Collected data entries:
____________________

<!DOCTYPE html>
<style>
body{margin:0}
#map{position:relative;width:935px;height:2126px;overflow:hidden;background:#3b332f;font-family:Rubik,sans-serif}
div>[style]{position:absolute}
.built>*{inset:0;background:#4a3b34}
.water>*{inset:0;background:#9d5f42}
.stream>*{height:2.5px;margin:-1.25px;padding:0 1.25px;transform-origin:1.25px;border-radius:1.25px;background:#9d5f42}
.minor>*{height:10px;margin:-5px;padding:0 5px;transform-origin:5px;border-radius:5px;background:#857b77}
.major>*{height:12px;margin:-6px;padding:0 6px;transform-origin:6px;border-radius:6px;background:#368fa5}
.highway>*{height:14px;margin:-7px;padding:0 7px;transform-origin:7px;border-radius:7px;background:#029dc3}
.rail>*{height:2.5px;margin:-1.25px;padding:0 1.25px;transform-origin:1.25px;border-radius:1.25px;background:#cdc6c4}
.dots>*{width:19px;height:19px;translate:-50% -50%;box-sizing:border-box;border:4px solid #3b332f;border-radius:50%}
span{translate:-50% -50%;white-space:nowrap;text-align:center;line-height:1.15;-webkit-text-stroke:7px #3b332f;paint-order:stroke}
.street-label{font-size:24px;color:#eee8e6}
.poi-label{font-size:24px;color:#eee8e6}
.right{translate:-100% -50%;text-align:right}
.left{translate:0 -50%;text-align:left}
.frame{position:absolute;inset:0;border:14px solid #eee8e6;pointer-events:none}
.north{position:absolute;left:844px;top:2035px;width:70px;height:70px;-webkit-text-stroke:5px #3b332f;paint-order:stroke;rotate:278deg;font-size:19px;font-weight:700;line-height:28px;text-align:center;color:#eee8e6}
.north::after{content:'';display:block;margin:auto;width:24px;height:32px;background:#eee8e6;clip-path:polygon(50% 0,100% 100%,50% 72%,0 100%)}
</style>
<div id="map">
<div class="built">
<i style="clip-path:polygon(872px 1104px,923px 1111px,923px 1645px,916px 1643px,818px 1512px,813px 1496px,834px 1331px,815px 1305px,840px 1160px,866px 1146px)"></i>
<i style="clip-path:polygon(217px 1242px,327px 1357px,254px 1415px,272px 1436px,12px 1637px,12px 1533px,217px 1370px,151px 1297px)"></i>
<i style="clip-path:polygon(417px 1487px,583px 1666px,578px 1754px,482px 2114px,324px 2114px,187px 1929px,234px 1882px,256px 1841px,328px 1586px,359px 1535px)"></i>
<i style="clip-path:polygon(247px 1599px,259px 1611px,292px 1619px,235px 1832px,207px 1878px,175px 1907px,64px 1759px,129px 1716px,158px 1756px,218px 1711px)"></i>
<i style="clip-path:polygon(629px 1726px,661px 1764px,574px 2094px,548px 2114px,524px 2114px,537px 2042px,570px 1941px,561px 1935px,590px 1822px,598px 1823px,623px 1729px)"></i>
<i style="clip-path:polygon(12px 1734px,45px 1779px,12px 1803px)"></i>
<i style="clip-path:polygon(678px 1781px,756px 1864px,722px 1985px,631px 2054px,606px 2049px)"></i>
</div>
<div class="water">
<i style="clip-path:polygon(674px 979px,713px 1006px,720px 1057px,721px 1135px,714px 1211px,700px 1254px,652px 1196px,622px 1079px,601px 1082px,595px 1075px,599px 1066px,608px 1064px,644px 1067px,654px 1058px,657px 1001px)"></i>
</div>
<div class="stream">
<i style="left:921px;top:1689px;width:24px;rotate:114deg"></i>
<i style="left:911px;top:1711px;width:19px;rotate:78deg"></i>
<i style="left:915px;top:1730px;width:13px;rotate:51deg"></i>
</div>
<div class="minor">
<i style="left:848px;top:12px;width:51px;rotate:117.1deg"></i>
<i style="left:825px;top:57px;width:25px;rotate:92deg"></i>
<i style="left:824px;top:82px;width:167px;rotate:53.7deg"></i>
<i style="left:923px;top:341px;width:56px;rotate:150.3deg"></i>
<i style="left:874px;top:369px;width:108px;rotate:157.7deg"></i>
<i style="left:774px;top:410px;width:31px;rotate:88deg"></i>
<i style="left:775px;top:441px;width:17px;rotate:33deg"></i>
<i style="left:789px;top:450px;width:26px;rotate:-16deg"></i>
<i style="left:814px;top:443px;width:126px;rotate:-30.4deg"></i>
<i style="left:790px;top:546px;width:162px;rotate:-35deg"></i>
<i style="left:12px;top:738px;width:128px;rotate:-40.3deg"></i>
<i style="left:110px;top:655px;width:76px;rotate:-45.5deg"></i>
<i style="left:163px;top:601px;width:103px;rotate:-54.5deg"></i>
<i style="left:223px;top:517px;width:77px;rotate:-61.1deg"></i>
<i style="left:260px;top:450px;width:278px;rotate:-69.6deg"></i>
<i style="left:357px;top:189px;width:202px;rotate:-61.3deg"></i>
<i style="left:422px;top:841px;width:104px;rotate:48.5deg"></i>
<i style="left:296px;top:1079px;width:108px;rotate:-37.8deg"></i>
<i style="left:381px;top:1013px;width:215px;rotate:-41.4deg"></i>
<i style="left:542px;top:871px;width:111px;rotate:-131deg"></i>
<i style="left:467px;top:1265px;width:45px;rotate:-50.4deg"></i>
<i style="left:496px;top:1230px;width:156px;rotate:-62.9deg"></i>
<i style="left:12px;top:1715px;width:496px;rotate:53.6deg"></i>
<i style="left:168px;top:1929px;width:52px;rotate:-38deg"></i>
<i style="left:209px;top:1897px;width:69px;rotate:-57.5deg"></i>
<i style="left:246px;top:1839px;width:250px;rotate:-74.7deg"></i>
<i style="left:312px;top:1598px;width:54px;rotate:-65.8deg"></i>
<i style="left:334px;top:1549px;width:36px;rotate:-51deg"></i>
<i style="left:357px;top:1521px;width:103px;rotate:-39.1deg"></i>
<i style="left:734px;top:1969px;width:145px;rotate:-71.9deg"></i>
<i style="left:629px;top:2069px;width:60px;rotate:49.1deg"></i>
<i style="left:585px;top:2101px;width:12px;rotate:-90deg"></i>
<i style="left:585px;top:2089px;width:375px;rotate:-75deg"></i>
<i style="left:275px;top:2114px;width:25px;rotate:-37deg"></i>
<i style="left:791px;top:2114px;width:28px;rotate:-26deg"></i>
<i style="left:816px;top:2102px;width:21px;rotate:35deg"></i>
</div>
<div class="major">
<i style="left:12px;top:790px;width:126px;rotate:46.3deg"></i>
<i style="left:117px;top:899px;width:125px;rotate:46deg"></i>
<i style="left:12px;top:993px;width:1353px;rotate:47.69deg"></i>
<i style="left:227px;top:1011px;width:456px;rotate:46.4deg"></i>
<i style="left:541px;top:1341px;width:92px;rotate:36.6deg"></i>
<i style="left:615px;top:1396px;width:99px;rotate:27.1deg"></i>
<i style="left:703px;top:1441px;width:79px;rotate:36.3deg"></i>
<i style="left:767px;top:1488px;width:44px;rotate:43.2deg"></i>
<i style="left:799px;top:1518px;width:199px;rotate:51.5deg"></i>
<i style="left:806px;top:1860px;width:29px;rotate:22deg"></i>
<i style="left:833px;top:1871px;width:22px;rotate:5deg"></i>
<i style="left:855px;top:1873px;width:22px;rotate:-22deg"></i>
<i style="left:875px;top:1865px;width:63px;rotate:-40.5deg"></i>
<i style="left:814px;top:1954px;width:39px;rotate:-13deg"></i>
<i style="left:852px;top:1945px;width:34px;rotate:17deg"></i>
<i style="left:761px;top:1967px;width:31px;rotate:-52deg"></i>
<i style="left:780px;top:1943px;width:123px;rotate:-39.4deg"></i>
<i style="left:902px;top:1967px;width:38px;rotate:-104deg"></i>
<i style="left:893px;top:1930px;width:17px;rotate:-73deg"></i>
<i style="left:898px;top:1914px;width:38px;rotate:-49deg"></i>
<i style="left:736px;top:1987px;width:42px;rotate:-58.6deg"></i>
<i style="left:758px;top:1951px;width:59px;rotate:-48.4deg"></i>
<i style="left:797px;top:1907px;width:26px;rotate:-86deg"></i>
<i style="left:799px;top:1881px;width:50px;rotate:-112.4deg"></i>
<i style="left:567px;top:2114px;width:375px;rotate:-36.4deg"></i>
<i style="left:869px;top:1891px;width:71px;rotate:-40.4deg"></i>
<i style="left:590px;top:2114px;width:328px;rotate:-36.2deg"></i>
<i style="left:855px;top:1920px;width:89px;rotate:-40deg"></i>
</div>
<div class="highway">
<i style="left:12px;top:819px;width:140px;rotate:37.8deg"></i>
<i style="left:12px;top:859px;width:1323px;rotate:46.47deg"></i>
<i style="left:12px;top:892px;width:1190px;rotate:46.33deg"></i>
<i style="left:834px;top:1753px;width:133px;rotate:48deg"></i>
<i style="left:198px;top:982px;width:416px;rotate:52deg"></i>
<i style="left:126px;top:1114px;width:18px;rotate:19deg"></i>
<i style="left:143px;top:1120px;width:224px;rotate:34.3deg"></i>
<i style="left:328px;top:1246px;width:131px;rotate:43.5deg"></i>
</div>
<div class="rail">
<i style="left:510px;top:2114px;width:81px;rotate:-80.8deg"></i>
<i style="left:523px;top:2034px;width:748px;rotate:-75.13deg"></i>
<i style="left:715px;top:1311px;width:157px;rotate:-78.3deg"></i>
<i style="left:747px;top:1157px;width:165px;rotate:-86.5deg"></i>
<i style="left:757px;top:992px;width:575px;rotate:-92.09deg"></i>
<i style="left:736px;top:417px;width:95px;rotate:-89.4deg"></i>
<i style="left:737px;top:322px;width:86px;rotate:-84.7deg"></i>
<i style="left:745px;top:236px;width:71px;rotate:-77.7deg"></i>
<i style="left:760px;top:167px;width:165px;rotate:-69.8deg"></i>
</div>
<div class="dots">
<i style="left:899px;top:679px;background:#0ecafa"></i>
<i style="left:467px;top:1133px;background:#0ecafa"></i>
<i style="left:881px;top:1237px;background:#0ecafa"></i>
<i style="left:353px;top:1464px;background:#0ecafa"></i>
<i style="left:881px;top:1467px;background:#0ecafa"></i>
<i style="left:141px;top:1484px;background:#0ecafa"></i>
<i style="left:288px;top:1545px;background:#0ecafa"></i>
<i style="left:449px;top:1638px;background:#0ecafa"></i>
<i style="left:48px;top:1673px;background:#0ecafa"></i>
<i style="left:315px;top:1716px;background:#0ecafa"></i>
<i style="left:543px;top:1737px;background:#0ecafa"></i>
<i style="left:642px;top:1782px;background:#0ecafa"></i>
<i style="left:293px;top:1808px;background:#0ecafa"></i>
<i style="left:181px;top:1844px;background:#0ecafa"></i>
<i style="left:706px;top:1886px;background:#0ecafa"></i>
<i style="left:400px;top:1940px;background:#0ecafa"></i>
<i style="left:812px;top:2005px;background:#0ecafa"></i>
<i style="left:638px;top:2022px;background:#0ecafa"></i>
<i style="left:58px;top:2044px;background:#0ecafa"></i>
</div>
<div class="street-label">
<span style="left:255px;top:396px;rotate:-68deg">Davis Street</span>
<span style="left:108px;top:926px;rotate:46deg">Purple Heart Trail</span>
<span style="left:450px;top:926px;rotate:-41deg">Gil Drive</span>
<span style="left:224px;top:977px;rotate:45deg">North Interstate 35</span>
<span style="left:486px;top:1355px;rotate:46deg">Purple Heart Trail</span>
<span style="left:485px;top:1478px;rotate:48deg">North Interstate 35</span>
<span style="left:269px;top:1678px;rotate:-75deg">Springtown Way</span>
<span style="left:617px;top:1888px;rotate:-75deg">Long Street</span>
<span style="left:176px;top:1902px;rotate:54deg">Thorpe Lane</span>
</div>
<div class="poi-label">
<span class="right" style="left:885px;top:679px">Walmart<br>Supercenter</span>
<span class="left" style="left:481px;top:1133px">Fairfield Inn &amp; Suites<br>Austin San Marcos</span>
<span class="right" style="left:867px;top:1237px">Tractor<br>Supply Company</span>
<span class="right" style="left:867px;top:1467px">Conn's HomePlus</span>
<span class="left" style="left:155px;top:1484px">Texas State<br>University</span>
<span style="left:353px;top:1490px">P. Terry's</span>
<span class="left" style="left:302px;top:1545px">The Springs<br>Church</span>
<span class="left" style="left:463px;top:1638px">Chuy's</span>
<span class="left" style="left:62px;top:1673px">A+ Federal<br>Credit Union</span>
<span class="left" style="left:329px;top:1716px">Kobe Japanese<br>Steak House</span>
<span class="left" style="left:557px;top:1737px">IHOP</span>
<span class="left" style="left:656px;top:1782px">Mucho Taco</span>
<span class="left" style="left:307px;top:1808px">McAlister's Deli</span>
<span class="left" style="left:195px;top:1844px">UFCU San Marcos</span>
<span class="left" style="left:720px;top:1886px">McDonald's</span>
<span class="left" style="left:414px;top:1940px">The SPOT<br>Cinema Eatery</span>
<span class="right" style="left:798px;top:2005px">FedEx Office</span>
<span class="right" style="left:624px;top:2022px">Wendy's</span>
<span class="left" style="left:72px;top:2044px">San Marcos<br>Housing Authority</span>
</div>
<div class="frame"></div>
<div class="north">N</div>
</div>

____________________

Action item: What is needed is the number of lines above that include the string "stream", and nothing else.

Result for this exercise: 2